Выбрать главу

Освещенный двухсотсвечовой лампой, на помосте сидел давешний гражданин с двумя монархическими бородами – завхоз. Десять подобных ему волосатых стариканов понемногу обозначались на десяти серых листах, прикрепленных к мольбертам канцелярскими кнопками.

Было тихо, хорошо. Скрипели угли. Мягко шлепали тряпки, сбивая с бумаги неверные штрихи.

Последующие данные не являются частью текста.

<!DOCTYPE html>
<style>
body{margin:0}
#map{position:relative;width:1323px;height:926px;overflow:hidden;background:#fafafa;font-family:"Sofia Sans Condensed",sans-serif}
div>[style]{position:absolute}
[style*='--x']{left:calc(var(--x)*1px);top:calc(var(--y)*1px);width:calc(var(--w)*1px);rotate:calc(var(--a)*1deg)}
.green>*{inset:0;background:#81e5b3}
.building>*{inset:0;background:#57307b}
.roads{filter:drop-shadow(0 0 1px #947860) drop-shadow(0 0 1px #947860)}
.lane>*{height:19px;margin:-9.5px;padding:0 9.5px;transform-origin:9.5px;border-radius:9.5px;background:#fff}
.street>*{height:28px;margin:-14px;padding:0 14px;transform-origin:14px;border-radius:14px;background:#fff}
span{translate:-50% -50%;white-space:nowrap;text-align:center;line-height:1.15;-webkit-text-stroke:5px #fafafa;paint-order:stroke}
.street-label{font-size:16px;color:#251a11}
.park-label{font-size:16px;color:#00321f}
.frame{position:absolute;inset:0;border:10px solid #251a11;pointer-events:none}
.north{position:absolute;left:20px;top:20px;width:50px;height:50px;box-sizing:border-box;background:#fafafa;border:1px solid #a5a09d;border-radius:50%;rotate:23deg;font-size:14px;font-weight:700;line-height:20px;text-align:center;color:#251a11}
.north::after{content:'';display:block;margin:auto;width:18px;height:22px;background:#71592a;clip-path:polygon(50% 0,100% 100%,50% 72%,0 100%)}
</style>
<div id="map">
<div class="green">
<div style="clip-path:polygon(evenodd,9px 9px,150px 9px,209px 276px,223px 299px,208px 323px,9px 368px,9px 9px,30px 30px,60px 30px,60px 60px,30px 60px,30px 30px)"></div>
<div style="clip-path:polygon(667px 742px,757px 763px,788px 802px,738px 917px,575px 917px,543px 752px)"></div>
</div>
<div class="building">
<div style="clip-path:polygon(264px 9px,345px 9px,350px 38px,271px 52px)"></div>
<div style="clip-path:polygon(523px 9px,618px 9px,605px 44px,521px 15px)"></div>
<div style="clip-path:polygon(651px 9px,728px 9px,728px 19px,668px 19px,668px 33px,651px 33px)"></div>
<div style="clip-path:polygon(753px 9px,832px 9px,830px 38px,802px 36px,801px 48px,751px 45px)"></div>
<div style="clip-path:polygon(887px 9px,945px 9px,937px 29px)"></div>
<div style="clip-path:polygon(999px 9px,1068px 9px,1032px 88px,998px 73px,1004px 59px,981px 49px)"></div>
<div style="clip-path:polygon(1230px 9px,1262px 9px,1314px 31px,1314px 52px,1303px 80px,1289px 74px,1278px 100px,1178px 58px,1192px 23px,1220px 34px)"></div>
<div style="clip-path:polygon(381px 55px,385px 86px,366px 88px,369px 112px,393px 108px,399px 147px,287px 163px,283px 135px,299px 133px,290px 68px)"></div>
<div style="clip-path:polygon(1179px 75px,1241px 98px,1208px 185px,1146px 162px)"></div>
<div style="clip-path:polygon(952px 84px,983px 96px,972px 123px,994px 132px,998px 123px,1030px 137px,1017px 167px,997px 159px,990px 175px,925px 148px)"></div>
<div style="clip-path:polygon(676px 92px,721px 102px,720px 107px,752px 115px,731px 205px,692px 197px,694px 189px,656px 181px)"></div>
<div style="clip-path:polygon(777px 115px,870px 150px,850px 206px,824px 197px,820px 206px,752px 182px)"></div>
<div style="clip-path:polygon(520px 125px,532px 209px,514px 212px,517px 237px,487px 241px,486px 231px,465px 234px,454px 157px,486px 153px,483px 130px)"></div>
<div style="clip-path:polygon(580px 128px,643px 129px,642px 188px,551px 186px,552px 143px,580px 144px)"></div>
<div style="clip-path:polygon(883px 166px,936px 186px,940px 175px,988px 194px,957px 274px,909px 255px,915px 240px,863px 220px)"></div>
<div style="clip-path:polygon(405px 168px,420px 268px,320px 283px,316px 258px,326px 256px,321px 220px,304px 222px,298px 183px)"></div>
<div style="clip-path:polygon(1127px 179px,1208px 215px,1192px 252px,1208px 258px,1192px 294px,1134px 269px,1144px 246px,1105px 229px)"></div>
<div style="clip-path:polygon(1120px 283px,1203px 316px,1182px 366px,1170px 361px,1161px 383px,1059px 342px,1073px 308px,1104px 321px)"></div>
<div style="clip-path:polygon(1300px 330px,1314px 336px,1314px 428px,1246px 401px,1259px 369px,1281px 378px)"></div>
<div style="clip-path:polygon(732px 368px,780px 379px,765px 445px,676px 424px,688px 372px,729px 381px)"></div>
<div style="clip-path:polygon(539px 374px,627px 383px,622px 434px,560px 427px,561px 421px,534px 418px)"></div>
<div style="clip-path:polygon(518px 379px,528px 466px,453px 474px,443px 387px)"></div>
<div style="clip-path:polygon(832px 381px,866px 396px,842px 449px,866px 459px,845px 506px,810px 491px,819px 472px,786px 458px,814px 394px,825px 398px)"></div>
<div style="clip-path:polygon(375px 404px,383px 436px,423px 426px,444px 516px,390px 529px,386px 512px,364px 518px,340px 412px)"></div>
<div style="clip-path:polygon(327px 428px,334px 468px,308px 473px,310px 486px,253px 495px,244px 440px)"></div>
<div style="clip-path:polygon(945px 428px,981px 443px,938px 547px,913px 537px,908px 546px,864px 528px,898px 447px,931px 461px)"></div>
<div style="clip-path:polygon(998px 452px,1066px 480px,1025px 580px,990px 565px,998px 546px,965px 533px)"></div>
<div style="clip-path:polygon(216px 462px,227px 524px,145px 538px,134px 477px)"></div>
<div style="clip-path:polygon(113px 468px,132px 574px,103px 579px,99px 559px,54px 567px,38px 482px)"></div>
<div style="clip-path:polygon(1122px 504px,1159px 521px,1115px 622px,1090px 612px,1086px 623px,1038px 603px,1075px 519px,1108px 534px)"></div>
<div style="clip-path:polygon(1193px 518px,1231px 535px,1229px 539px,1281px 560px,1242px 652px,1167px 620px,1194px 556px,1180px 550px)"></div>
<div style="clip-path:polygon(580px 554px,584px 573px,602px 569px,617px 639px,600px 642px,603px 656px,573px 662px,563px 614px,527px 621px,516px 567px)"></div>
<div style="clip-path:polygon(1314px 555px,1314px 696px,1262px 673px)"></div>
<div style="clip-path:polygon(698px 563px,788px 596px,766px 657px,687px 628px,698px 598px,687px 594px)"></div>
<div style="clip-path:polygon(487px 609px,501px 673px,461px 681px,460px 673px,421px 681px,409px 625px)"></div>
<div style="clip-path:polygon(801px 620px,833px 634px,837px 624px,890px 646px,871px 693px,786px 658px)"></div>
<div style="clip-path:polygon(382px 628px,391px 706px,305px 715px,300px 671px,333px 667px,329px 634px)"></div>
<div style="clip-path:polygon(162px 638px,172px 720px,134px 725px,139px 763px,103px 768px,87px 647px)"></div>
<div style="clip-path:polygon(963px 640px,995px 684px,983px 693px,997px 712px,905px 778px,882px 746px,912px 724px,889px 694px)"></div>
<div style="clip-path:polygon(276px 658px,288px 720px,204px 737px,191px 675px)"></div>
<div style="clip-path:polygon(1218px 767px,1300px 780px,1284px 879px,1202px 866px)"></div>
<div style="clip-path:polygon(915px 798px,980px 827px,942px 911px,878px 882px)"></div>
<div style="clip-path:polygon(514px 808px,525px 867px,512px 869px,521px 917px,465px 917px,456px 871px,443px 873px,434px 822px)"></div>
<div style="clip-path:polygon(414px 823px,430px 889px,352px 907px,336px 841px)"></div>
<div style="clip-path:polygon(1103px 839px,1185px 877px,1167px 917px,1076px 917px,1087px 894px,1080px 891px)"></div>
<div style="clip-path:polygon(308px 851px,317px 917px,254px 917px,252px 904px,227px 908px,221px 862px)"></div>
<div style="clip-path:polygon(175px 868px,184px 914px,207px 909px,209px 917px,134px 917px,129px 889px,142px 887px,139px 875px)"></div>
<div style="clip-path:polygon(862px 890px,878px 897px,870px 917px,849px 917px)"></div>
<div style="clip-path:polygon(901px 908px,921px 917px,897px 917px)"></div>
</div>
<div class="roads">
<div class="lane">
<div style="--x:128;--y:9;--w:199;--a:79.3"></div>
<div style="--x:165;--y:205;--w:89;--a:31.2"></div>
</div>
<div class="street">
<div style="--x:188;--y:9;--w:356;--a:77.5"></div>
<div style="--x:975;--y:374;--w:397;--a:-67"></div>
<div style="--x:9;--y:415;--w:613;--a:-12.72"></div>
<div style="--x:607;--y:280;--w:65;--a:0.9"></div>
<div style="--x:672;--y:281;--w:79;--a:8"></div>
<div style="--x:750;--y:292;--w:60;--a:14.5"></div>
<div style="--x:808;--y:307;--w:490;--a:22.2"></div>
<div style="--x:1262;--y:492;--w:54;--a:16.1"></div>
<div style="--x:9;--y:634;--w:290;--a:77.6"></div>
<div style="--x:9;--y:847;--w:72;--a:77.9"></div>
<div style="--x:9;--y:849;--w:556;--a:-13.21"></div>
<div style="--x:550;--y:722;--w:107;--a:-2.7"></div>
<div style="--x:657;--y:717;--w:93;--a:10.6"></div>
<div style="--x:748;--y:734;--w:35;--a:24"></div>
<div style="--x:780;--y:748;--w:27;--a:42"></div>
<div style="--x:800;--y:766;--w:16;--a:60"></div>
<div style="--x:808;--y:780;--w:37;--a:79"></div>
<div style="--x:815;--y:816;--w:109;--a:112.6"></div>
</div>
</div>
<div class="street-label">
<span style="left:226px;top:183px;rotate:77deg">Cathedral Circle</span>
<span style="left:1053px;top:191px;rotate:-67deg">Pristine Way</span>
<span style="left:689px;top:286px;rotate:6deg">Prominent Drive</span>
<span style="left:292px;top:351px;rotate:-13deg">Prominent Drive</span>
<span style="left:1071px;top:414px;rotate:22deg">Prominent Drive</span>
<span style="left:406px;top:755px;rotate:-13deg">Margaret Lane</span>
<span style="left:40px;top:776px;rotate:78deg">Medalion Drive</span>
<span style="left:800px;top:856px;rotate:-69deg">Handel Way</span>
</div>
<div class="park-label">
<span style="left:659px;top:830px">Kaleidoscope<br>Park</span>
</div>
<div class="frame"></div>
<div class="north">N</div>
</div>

Потрескивала золотисто-оранжевая от жары железная печка. Стеклянная стена с наступлением темноты сделалась сине-черной. За нею совершали медленный путь созвездия северного полушария, перемешиваясь с тусклыми, неподвижными огоньками запушенных морозом городских окон.

Человек с глазами Льва Толстого похаживал между мольбертами. Иногда сдержанно, вполголоса басил, посмеивался хрипловато. Рокотал, останавливаясь возле рисующего.

Это был художник Валиади.

Он велел Илье рисовать вздыбленную лошадь.

– Непременно, непременно обратите внимание на голову и ноги. Общая ошибка: голову почему-то преуменьшают, мельчат, а ноги делают тоньше. Но ведь не арабский же скакун, помилуйте, – простая деревенская коняга. Глядите, какие у нее крепенькие… – Он постучал широким желтым ногтем по гипсовым ногам лошади. – Да, да… Строже соразмеряйте пропорции. Алгеброй, так сказать, гармонию…

Илья чуть было не брякнул, что плевать ему на всю подобную чепуху, и на гипсовых в том числе лошадок. Что не для того он приехал в Крутогорск. Что искусству нашему революционному ни на черта не нужны ни эти подозрительные старики с двойными буржуйскими бородами, ни эти гипсовые лошадки…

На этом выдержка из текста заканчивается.